His first historic play, “Friendly Fire,” tells the story of a gold seeker taken in by a Me-Wuk village in 1849. Foster estimated that in the past 20 years, it’s been performed about 700 times at various California schools. 

Another historic play, “Gunpowder Man,” has seen around 100 performances. So has “Great Blight,” which focuses on the Irish potato famine. “Gunpowder Man” follows the story of Chinese people who fled the Taipeng Rebellion and helped build the transcontinental railroad. 

A more recent play, “The Air We Share,” deals with eighteenth-century chemist Joseph Priestley and his discovery that plants produce oxygen. Foster said that performances of the play target sixth-graders, who study photosynthesis under California curriculum standards. 

Duende takes its name from a Spanish word loosely translated as “ghost” or “spirit,” hinting at the fact that Foster’s history plays often utilize visits from the afterlife as a dramatic device. 

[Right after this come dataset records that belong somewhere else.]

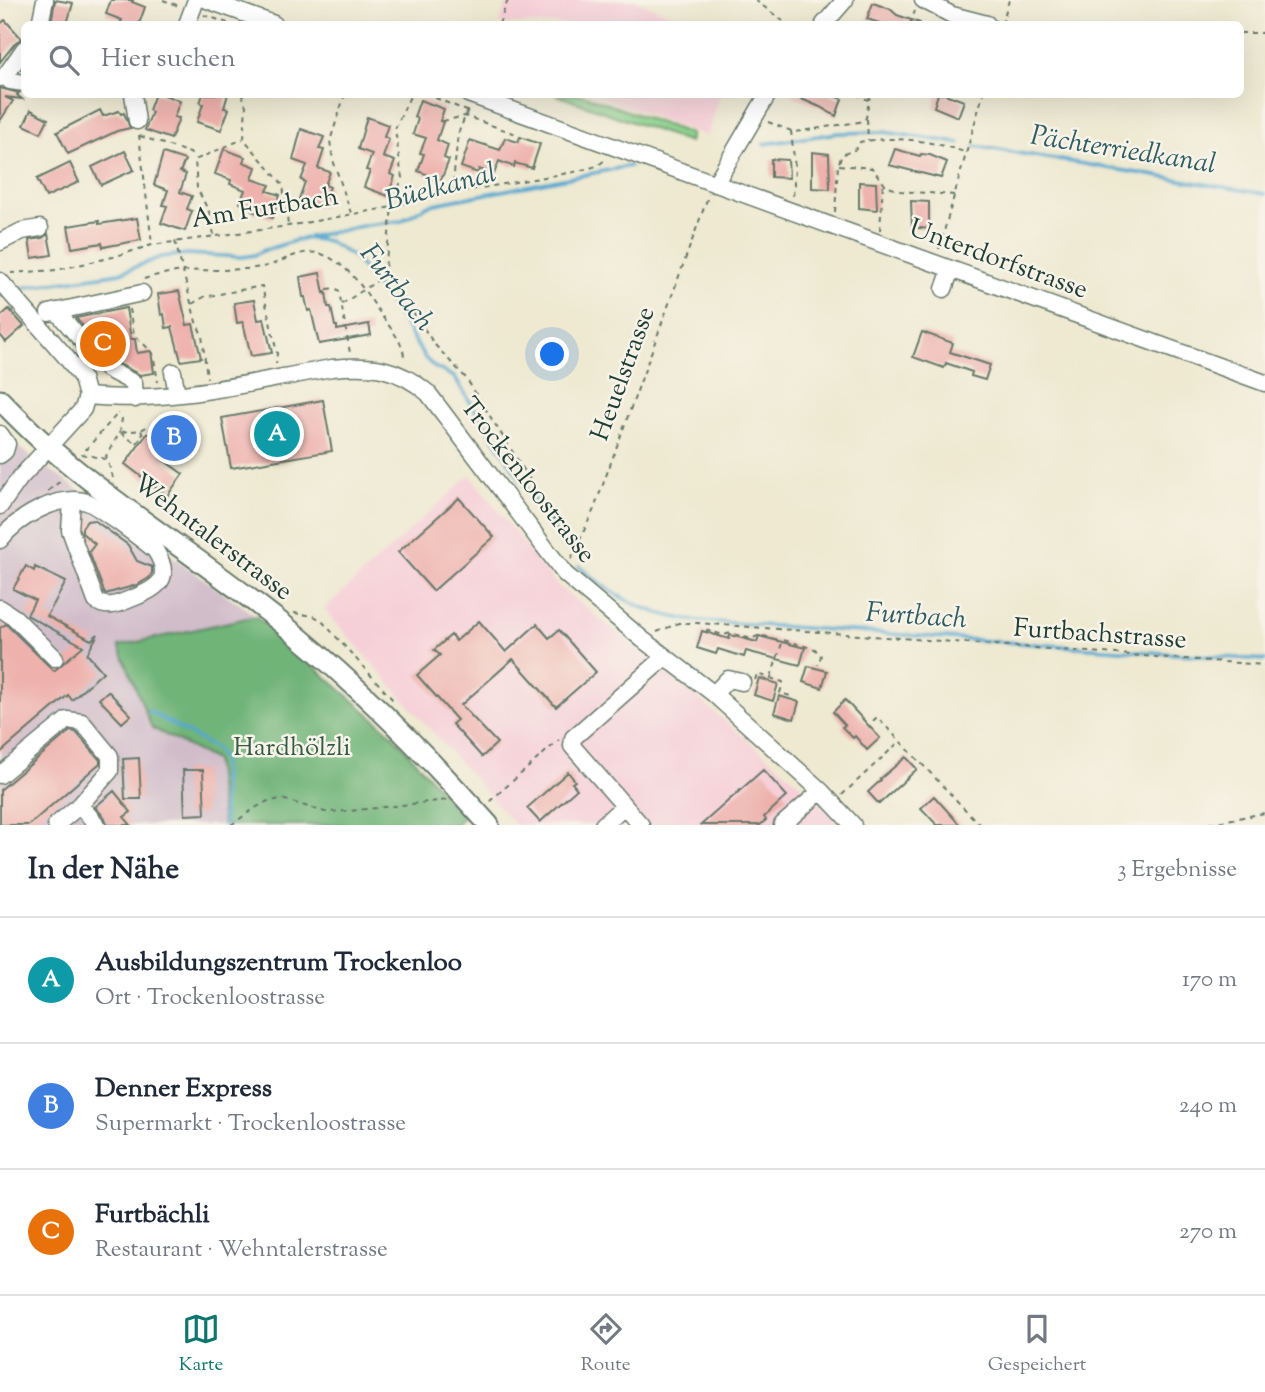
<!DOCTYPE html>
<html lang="de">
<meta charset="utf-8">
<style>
:root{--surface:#fff;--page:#f2f2f3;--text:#1f2937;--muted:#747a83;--line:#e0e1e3;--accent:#0f766e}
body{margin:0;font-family:"Sorts Mill Goudy",serif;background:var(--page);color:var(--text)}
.you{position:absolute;left:553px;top:355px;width:24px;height:24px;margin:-18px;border:5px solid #fff;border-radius:50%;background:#1a73e8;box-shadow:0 0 0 10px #1a73e833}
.badge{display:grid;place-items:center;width:46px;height:46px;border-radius:50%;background:var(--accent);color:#fff;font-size:23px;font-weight:700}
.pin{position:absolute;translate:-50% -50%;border:4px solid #fff;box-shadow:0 2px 7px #0006}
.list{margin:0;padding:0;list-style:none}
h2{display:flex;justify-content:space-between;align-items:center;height:91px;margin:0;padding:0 28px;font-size:30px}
h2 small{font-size:23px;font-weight:400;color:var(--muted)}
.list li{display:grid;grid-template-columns:46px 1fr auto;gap:21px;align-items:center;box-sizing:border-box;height:126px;padding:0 28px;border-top:2px solid var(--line)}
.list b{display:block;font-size:26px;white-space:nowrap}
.list p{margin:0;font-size:23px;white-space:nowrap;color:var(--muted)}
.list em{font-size:23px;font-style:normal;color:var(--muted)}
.icon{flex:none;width:38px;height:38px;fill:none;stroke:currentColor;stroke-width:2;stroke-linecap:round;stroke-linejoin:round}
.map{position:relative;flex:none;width:1265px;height:825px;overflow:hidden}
.search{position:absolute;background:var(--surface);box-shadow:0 7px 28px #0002;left:21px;right:21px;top:21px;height:77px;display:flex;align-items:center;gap:18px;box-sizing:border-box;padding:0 24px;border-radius:10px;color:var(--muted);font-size:26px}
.sheet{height:469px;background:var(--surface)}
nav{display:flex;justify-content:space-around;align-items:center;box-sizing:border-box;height:98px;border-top:2px solid var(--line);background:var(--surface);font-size:19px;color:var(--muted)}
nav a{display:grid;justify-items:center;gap:4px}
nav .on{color:var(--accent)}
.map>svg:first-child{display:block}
</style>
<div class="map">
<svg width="1265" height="825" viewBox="0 0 1265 825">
<rect width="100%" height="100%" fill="#f7f3e8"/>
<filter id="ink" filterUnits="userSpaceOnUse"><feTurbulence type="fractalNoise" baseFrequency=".0143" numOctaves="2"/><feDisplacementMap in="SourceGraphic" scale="14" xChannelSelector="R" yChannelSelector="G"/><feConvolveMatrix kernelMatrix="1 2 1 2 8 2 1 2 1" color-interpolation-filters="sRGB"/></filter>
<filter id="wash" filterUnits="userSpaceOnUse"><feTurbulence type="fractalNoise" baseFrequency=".00686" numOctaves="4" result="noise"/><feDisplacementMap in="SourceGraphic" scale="28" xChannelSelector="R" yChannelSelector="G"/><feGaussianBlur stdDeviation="1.57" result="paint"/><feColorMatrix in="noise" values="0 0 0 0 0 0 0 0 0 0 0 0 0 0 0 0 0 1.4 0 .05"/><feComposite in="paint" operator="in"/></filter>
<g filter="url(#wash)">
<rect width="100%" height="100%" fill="#eee9d0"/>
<path fill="#f6cfd8" d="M508,0H635L694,24H499Z
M596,95L720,94V95L707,136Z
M470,475L556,584L673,677L814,796L840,825H515L324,609Z"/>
<path fill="#d1bdca" d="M0,428L15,445L256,616L119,647L152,727L215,760L223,825H0Z"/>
<path fill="#8bd28d" stroke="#558860" stroke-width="2" d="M556,95H583L691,134L689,142Z"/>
<path fill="#70b478" stroke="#487856" stroke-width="2" d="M256,616L392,734L464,817L455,825H223L215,760L152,728L119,646Z"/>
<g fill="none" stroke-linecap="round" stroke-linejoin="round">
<path stroke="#54a7cf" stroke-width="3.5" d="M764,144L838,133L884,132L959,143
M975,146L1265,194
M309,237L367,225L401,221L429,205L630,166
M22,288L120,273L161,257L187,254L242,257L255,255L262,251L304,238L328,241L354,257L398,314L425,358L434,367L454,377L564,546
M579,566C613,597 643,612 688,620L1265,660
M149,711L216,749L222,759L224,825"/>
</g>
<g id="blocks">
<path fill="#eeb1ac" d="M55,0L73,3L67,24H51Z
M111,0H133L132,2L145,7L139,24H120L122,20L106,14Z
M873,3L890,9L897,15L920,23V24H882L867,19Z
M5,20L22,39L16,42L0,62V24Z
M0,88L19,93L17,95L22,99L5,97L13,101L0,121Z
M155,94H162L180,101L174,117L179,118L171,139L145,130L152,112L149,110Z
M203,94H228L224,108L229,109L221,130L197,122L203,104L200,103Z
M790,94H829L842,99L836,116L820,107Z
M938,94H945L964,101L958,117L934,107Z
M420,100L444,109L440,121L443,122L437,140L448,145L444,158L449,160L441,180L418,171L424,154L420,153L426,138L413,134L418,119L414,117Z
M31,110L48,119L41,133L24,125Z
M100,110L103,116L119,111L121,114L124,113L130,128L117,131L68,154L57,132Z
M367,117L388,125L384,137L389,139L383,157L395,161L390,174L395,176L388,196L364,187L370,171L366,170L372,154L358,149Z
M301,129L324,137L319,149L324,150L318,168L330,172L325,185L330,187L322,207L299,199L305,182L301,180L307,165L293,160Z
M520,137L540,144L532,168L515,163L514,167L499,161L494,174L479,169L478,173L461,167L470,140L500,150L505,138L518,142Z
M224,149L245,157L243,162L256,167L252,179L270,185L267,191L280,195L272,218L252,211L254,208L240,203L245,190L230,184L231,180L215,174Z
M895,149L920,156L921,154L930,155L947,162L941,178L889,165Z
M125,151L134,170L101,185L92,167Z
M812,152L829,154L830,189L812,188Z
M163,153L185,160L180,172L186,174L180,192L192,196L187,209L192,211L185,231L161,223L167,206L163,205L168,190L154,185Z
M771,159L788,160L789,178L771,177Z
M70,163L79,182L46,197L37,179Z
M859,182L876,183L877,210L859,208Z
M911,201L929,202V229L912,227Z
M137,218L141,240L103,247L102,243L72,248L68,226L99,221V224Z
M48,234L52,255L32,258L29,240L42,238Z
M320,273L324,293L326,292L328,307H331L335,326H337V330L369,324L371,335L319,344L311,310L308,311L305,297H303L300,277Z
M179,291L187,325L193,324L201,358L181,361L172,327L166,328L164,314L161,315L158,294Z
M254,300L258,320L264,319L272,353L251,356L243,322L237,323L234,303Z
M126,308L131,339H135L137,353L151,351L154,373L140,375L117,363L115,352L107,354L76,318Z
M9,309L24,326L6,342L0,335V317Z
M922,332L953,343L950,352L990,365L985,380L971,376L972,372L946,363L944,368L913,357Z
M323,400L332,451L231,468L222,418Z
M185,430L189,456L162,459L183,474L167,496L125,464L147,434Z
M459,498L494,537L433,591L398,552Z
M94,520L128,545L137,561L152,567V573L149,578L137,585L105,594L89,552L95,544L82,533V528L87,521Z
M26,566L34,571L35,567L66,582L47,616L91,640L98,634L87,654L103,672L72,700L68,695L0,753V628L6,624L8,626L54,671L83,646L27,615L35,600L13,589Z
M479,621L506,652L537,624L549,638L559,630L596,672L556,707L513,659L461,705L497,743L482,757L452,724L457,720L417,675L440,655L434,650L451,635L456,641Z
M702,631L729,639L730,635L757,642L759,636L805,648L800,665L746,651L744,657L718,649L716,654L697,648Z
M808,666L827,671L822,688L803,682Z
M759,678L778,684L773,701L754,695Z
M108,691L131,715L122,723L99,699Z
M779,696L799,702L794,719L774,713Z
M845,700L880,738L867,750L855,736L853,738L842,727L845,725L833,712Z
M70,731L76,732L100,760V763L29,825H0V790Z
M906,757L917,769L879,804L868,792L881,780L880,779Z
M139,758L141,799H125L123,759Z
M183,770H203L205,814L185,815Z
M763,770L787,796L764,817L766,820L760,825H701Z
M568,772L575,781L572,783L577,789L540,822L527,808Z
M114,791L131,812L124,817L131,825H107L105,818L95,807Z
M934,796L960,825H937L921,808Z"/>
</g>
</g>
<g filter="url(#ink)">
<use href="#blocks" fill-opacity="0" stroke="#67796b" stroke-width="2"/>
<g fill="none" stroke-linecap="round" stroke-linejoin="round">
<g stroke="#67796b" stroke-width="19">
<path id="minor" d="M207,0L274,24
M923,0L952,15L987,24
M40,24L45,0
M187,24L196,0
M824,24L845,0
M5,76L10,81L24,83
M0,78L5,76L24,49
M133,94L137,121
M468,94L1265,383
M715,184L768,94
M0,242L22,231L40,228
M0,281L66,357L82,378L87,396L83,409L20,478L0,506
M944,289L951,269
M56,311L107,369L134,383L135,399
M49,313L142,293
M173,372L177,394
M87,396C168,404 252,382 332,368C371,364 397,367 428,393L565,574L642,639L714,694L821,791L853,825
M0,434L7,444L5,451L0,455
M0,540C17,518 58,493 87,502C97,505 145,542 155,550C173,578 159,588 133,598C120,603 108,610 96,601L70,530L72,501
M0,608L15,618L55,658
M714,694L728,679L742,682
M0,775L67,720L82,722L110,756V771L80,805L56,825
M80,805L97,825
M603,825L624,806
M641,825L572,746L573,738L665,657
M782,825L821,791"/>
</g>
<g stroke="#67796b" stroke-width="23">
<path id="major" d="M0,400C16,416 32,433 50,448C122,510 204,561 279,621C356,682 424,752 489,825"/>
</g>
<path stroke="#67796b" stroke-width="2" stroke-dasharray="5 5" stroke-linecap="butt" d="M163,0L179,6
M755,0L787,24
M204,15L231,24
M499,24L508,0
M910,24L915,11
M1002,24L1009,0
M1240,33H1265
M242,94L246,106L244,139L283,185L288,225
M345,94L330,141L333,160L351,213
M426,94L467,111
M856,94L868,100
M867,119L868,140
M443,121L465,116L519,135
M768,122L794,132L859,122L866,118L870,94
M791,131L795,168L793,198
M139,135L152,244
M140,136L190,153L195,159
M839,165L872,168L886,186L900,191L955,195
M452,193L458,134L469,107
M835,212L838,165L842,155L856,149L860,142C894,135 934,141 967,153
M880,230L883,183
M214,235L210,214L197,188L195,160L243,139
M175,241L196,322L202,335L207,378
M939,249L983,94
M385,270L435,345L466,378L563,532L578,542
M11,273L57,270L113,257L152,245L288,226L392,207L452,193L574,172L597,166L605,160
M144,279C181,266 224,273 262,267C284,263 301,246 324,255C350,266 365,291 380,313C389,327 405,343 404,360
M327,289L336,288L339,291L350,353
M192,304L204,297L262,286L277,353L276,364
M342,304L383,277L385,270L392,207L402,178L395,129L411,94
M129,309L134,335L153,353L158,382
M122,432L141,430L148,426
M121,433L138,445
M137,443L143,436L141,430
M106,459L82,454L118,413
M113,478L106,456L120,432L122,419L118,413
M48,491L63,479
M571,559L594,509L709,194
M294,613L314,616L321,620L394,701
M706,630L723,635L731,633L751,639L760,635L782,641
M657,632L679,623H697L1265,665
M771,677L783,640L815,649L821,656L818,665
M755,680L757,674L783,682L780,693L794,697
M873,721L877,717L980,825
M842,795L899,742
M490,801L559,740
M231,825L255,808L268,801L282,799L325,812L349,811L447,800
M1200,825L1265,813"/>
<use href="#minor" stroke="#fff" stroke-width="16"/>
<use href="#major" stroke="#fff" stroke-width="19"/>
</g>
</g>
<g text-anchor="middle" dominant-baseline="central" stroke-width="5" stroke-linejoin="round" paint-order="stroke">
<g font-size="26" fill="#1f3d34" stroke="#f7f3e8">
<text transform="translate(265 209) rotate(-9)">Am Furtbach</text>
<text transform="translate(998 260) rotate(20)">Unterdorfstrasse</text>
<text transform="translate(624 374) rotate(-70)">Heuelstrasse</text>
<text transform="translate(527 481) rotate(52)">Trockenloostrasse</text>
<text transform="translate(212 538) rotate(37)">Wehntalerstrasse</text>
<text transform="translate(1100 635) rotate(4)">Furtbachstrasse</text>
</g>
<g font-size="26" fill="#355b46" stroke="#f7f3e8">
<text x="292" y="748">Hardhölzli</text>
</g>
<g font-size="28" font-style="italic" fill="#2f5d62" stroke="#f7f3e8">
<text transform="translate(1123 151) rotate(9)">Pächterriedkanal</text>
<text transform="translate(441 188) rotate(-15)">Büelkanal</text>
<text transform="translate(396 288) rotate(52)">Furtbach</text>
<text transform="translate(916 617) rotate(4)">Furtbach</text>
</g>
</g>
</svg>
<div class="you"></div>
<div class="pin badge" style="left:277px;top:434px;background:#0f9aa8">A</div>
<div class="pin badge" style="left:174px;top:438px;background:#3f7fe0">B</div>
<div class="pin badge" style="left:103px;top:344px;background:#e8710a">C</div>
<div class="search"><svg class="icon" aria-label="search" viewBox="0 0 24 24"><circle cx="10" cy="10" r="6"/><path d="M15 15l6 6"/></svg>Hier suchen</div>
</div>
<section class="sheet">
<h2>In der Nähe<small>3 Ergebnisse</small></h2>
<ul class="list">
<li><span class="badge" style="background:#0f9aa8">A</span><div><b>Ausbildungszentrum Trockenloo</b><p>Ort · Trockenloostrasse</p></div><em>170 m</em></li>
<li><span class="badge" style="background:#3f7fe0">B</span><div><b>Denner Express</b><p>Supermarkt · Trockenloostrasse</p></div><em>240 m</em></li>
<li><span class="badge" style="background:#e8710a">C</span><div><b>Furtbächli</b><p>Restaurant · Wehntalerstrasse</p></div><em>270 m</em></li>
</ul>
</section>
<nav>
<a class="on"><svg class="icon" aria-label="map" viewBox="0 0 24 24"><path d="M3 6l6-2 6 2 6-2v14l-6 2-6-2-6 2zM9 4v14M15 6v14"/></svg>Karte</a>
<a><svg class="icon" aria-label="directions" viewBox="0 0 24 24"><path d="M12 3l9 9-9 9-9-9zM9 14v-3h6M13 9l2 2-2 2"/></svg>Route</a>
<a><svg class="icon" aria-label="saved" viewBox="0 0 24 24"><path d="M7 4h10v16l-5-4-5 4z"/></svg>Gespeichert</a>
</nav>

At first, the company charged for each school or museum performance. Now, since school budgets are shrinking, grants and donations fund many performances for classes that wouldn’t be able to afford them. 

Foster also spends time mentoring young people on a one-to-one basis. This year, he’s continued to coach competitors in the Central Sierra Arts Council’s Poetry Out Loud competition, which has students recite poems from memory.

One competitor, Sonora High School senior Jonathon Bermea, took third-place honors in the state contest in March. 

Bermea said Foster opened his eyes to literature, encouraging him to read in a way he’d never read before. 

“He was very informative on the details, a very sociable person,” Bermea said. “He instructed me to really understand what the poem was about and develop my own personal story for it.”